__Assignment__:
Return the data that follows exactly. Include every line.

__Records from a data source__:

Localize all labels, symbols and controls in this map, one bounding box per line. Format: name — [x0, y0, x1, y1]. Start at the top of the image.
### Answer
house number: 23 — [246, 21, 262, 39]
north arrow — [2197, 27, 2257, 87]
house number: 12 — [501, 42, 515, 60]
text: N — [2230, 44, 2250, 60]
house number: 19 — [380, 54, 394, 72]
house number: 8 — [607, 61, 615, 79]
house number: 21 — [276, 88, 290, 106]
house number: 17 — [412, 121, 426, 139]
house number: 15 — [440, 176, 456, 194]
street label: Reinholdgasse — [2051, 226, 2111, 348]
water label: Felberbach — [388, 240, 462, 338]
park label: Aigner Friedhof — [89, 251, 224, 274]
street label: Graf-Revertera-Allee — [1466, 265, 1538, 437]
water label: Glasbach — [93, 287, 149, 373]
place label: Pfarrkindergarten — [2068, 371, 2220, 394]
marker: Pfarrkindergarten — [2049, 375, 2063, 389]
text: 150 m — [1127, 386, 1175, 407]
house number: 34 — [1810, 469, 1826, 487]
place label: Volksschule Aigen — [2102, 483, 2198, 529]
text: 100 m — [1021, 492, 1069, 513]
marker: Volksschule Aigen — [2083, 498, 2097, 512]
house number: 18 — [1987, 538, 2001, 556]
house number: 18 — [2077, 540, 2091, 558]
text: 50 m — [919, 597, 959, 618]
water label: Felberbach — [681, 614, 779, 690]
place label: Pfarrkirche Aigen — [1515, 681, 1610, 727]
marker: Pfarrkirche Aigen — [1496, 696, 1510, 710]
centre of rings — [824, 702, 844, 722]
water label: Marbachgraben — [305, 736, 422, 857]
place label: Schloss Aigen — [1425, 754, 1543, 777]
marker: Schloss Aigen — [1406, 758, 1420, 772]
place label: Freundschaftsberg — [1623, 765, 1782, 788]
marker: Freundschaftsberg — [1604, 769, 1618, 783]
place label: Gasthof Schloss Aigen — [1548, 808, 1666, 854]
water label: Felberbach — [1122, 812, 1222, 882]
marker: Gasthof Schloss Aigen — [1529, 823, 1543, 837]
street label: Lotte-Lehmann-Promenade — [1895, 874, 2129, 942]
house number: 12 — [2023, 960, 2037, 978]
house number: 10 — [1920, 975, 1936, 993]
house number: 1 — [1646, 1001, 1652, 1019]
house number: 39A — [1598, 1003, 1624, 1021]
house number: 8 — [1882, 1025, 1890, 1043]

__Written solution__:
Localize all labels, symbols and controls in this map, one bounding box per line. Format: name — [x0, y0, x1, y1]. Start at the top of the image.
### Answer
house number: 23 — [246, 21, 262, 39]
north arrow — [2197, 27, 2257, 87]
house number: 12 — [501, 42, 515, 60]
text: N — [2230, 44, 2250, 60]
house number: 19 — [380, 54, 394, 72]
house number: 8 — [607, 61, 615, 79]
house number: 21 — [276, 88, 290, 106]
house number: 17 — [412, 121, 426, 139]
house number: 15 — [440, 176, 456, 194]
street label: Reinholdgasse — [2051, 226, 2111, 348]
water label: Felberbach — [388, 240, 462, 338]
park label: Aigner Friedhof — [89, 251, 224, 274]
street label: Graf-Revertera-Allee — [1466, 265, 1538, 437]
water label: Glasbach — [93, 287, 149, 373]
place label: Pfarrkindergarten — [2068, 371, 2220, 394]
marker: Pfarrkindergarten — [2049, 375, 2063, 389]
text: 150 m — [1127, 386, 1175, 407]
house number: 34 — [1810, 469, 1826, 487]
place label: Volksschule Aigen — [2102, 483, 2198, 529]
text: 100 m — [1021, 492, 1069, 513]
marker: Volksschule Aigen — [2083, 498, 2097, 512]
house number: 18 — [1987, 538, 2001, 556]
house number: 18 — [2077, 540, 2091, 558]
text: 50 m — [919, 597, 959, 618]
water label: Felberbach — [681, 614, 779, 690]
place label: Pfarrkirche Aigen — [1515, 681, 1610, 727]
marker: Pfarrkirche Aigen — [1496, 696, 1510, 710]
centre of rings — [824, 702, 844, 722]
water label: Marbachgraben — [305, 736, 422, 857]
place label: Schloss Aigen — [1425, 754, 1543, 777]
marker: Schloss Aigen — [1406, 758, 1420, 772]
place label: Freundschaftsberg — [1623, 765, 1782, 788]
marker: Freundschaftsberg — [1604, 769, 1618, 783]
place label: Gasthof Schloss Aigen — [1548, 808, 1666, 854]
water label: Felberbach — [1122, 812, 1222, 882]
marker: Gasthof Schloss Aigen — [1529, 823, 1543, 837]
street label: Lotte-Lehmann-Promenade — [1895, 874, 2129, 942]
house number: 12 — [2023, 960, 2037, 978]
house number: 10 — [1920, 975, 1936, 993]
house number: 1 — [1646, 1001, 1652, 1019]
house number: 39A — [1598, 1003, 1624, 1021]
house number: 8 — [1882, 1025, 1890, 1043]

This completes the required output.